> _Task details_
The answer should consist of each line below that contains the word "path".

> _Record extracts_
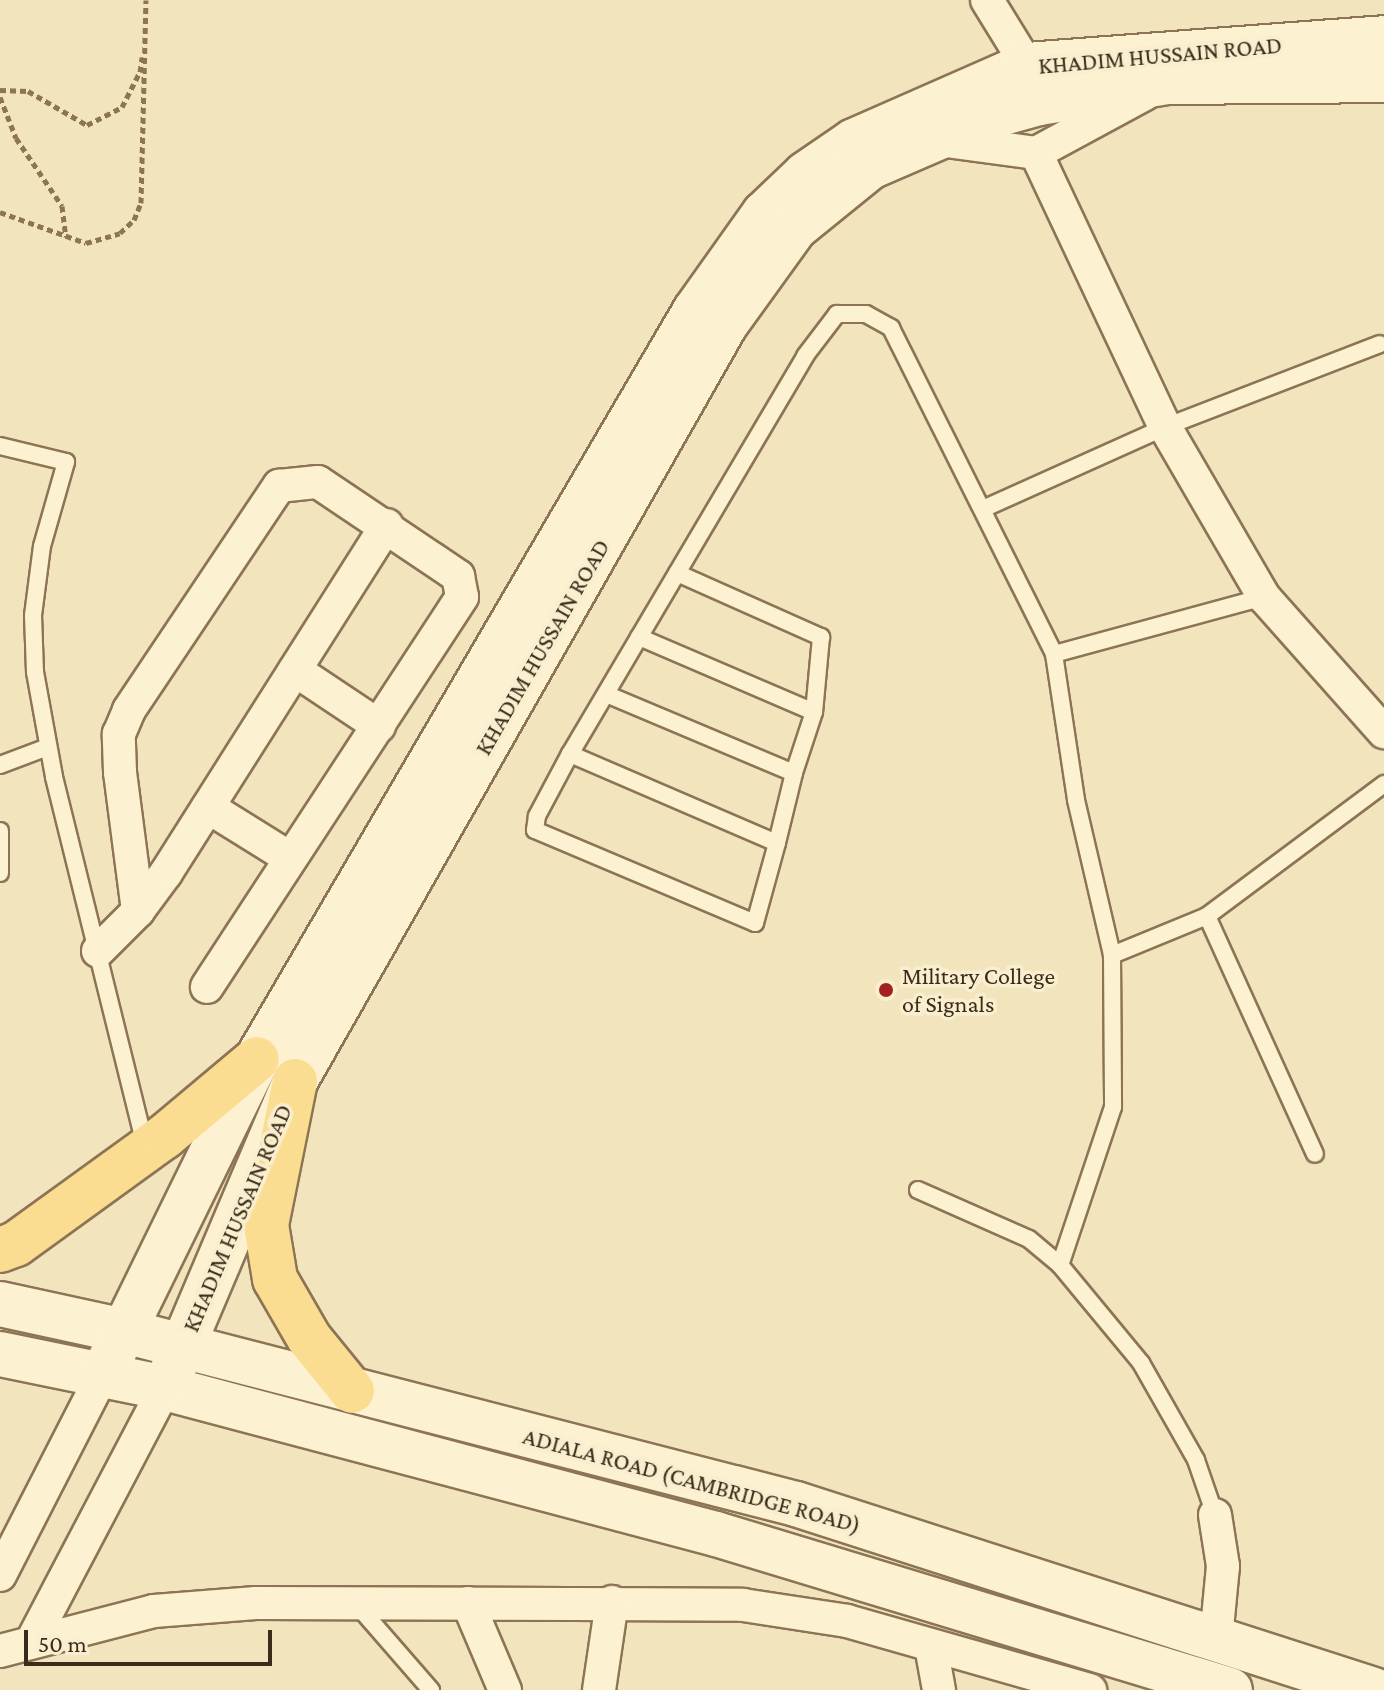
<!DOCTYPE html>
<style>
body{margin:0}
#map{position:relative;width:1384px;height:1690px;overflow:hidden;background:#f2e4bd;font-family:"Crimson Pro",serif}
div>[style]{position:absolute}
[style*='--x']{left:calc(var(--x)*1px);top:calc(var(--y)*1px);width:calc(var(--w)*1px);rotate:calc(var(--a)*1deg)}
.path>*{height:5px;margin-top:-2.5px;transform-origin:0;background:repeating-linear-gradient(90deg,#8c7455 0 6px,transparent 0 10px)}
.roads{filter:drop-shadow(2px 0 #8c7455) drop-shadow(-2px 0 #8c7455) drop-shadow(0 2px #8c7455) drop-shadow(0 -2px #8c7455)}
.lane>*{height:16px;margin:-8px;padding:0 8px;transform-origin:8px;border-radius:8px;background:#fcf1d1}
.street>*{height:32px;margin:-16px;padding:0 16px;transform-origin:16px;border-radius:16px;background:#fcf1d1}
.secondary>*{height:44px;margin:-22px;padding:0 22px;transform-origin:22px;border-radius:22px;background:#fcf1d1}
.primary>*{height:44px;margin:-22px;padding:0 22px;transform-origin:22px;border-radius:22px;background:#fadd91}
.dots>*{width:22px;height:22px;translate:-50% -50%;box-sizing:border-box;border:4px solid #f9eece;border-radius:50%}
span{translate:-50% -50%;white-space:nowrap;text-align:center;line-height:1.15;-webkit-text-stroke:7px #f9eece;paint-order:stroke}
.street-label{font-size:24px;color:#3a2b1b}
.poi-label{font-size:24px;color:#3a2b1b}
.left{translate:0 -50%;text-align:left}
.scale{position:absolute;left:24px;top:1630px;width:248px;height:36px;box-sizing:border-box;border:4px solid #3a2b1b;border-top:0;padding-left:10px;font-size:24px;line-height:28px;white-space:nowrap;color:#3a2b1b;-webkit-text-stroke:6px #f9eece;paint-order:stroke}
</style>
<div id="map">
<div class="path">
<div style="--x:0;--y:90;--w:28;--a:2"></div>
<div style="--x:28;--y:91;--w:68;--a:30"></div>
<div style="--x:87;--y:125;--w:39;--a:-27"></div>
<div style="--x:122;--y:107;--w:39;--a:-63"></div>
<div style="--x:140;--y:72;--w:15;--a:-82"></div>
<div style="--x:0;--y:97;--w:44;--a:68.7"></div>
<div style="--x:16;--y:138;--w:82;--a:55.9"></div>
<div style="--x:62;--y:206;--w:31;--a:83"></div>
<div style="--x:0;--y:212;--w:91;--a:19.8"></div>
<div style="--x:86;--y:243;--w:35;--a:-16"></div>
<div style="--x:120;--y:233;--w:19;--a:-43"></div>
<div style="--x:134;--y:220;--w:18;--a:-68"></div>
<div style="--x:141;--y:203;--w:203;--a:-88.6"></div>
</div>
<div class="roads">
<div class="lane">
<div style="--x:0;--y:446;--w:68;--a:13.6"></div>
<div style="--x:66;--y:462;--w:87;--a:105.9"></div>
<div style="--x:42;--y:546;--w:70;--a:97.4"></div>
<div style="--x:33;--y:615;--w:57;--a:88"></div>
<div style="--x:35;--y:672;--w:107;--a:79.7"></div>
<div style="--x:54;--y:777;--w:382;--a:76.1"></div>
<div style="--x:985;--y:508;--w:197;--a:-24.2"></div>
<div style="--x:1165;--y:427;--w:230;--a:-21.1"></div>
<div style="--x:677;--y:573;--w:158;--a:24"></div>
<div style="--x:821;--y:637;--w:75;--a:95.3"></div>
<div style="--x:639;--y:637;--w:190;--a:23.2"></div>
<div style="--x:814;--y:712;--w:64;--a:108.2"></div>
<div style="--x:1054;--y:654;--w:218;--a:-15.2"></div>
<div style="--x:606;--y:694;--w:204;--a:22.8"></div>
<div style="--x:794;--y:773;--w:72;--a:103.7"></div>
<div style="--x:570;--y:754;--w:225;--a:23.3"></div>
<div style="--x:777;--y:843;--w:83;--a:105.4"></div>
<div style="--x:755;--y:923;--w:239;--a:-157.1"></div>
<div style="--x:535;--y:830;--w:14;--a:-82"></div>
<div style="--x:537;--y:816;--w:70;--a:-62"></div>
<div style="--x:570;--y:754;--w:462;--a:-59.4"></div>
<div style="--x:805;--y:356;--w:53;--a:-52.7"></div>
<div style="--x:837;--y:314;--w:29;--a:0"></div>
<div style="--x:866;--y:314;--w:29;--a:29"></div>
<div style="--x:891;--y:328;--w:364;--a:63.4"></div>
<div style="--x:1054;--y:654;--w:148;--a:81.4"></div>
<div style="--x:1076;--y:800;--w:159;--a:76.9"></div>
<div style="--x:1112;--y:955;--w:152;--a:89.6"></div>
<div style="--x:1113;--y:1107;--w:167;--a:108.5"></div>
<div style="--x:0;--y:765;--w:51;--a:-20.6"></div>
<div style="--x:0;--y:831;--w:42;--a:90"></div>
<div style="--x:1207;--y:916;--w:261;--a:65.6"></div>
<div style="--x:1112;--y:955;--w:103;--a:-22.3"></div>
<div style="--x:1207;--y:916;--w:221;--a:-36.7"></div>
<div style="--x:918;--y:1190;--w:121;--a:23.8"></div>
<div style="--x:1029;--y:1239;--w:40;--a:40"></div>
<div style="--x:1060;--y:1265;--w:127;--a:50.4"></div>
<div style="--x:1141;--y:1363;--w:112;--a:60.4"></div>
<div style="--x:1196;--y:1460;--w:58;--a:70.9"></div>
<div style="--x:357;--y:1605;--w:113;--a:49"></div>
</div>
<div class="street">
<div style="--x:987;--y:0;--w:76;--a:58.4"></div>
<div style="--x:1145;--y:94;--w:124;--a:151.6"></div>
<div style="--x:1036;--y:153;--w:303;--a:64.8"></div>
<div style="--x:1165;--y:427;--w:197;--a:59.8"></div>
<div style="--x:1264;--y:597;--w:181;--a:48.4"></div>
<div style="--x:932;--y:139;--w:105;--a:7.7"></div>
<div style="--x:295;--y:670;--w:101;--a:33.7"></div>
<div style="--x:208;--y:807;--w:97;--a:31.9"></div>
<div style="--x:138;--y:911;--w:140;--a:-97.4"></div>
<div style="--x:120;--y:772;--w:38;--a:-92"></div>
<div style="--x:119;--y:734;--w:26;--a:-67"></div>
<div style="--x:129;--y:710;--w:270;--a:-56.2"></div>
<div style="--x:279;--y:486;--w:39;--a:-6"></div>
<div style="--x:318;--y:482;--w:169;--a:33.9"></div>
<div style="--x:458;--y:576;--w:21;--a:79"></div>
<div style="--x:462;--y:597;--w:466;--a:123.2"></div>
<div style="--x:98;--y:951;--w:57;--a:-45"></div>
<div style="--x:138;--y:911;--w:47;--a:-53.6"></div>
<div style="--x:166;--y:873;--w:412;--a:-57.6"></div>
<div style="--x:1215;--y:1515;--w:52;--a:81.1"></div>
<div style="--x:1223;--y:1566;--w:73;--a:95.5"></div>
<div style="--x:0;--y:1575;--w:226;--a:-62.9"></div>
<div style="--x:468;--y:1603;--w:95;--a:67"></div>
<div style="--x:33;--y:1639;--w:284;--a:-62.3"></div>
<div style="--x:931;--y:1646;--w:45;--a:79.7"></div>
<div style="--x:0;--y:1651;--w:159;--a:-14.6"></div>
<div style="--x:154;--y:1611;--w:102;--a:-4.5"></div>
<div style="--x:256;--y:1603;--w:487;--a:0.2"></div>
<div style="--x:743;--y:1605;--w:105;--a:8.7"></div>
<div style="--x:847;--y:1621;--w:253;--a:15.9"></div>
<div style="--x:599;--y:1690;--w:89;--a:-81.6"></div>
</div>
<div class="secondary">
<div style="--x:0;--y:1304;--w:127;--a:12.3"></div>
<div style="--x:124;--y:1331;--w:694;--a:14.44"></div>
<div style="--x:796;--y:1504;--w:607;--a:17.84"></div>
<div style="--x:0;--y:1354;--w:168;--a:11.6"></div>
<div style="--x:165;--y:1388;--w:570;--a:14.84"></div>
<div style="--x:716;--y:1534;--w:537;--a:16.88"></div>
<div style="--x:103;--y:1374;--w:351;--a:-63.9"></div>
<div style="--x:257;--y:1059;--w:867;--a:-59.65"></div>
<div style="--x:695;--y:311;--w:119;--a:-54.6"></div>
<div style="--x:764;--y:214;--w:58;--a:-43.6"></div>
<div style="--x:806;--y:174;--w:58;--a:-34.5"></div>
<div style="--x:854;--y:141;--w:189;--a:-23.7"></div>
<div style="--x:1027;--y:65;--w:358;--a:-4.3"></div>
<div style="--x:165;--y:1388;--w:333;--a:-67"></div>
<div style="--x:295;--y:1081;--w:870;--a:-60.37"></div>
<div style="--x:725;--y:325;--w:120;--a:-54.2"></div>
<div style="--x:795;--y:228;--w:97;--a:-39.1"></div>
<div style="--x:870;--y:167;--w:121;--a:-23.4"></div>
<div style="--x:981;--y:119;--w:60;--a:-15.4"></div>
<div style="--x:1039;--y:103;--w:130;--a:-9.3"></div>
<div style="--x:1167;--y:82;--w:217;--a:-0.5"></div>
</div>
<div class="primary">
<div style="--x:295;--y:1081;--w:147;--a:101.4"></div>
<div style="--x:266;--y:1225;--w:55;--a:80.5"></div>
<div style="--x:275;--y:1279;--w:68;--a:60"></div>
<div style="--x:309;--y:1338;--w:68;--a:50.9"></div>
<div style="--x:0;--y:1250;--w:17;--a:-21"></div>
<div style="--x:16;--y:1244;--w:183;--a:-35.9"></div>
<div style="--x:164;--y:1137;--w:121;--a:-40"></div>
</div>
</div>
<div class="dots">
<div style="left:886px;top:990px;background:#a1221e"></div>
</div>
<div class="street-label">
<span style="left:1160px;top:55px;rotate:-5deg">KHADIM HUSSAIN ROAD</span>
<span style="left:542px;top:647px;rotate:-60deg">KHADIM HUSSAIN ROAD</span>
<span style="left:237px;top:1218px;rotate:-67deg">KHADIM HUSSAIN ROAD</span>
<span style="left:692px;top:1480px;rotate:15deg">ADIALA ROAD (CAMBRIDGE ROAD)</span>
</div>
<div class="poi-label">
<span class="left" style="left:902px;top:990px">Military College<br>of Signals</span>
</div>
<div class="scale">50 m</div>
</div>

> _Written reply_
.path>*{height:5px;margin-top:-2.5px;transform-origin:0;background:repeating-linear-gradient(90deg,#8c7455 0 6px,transparent 0 10px)}
<div class="path">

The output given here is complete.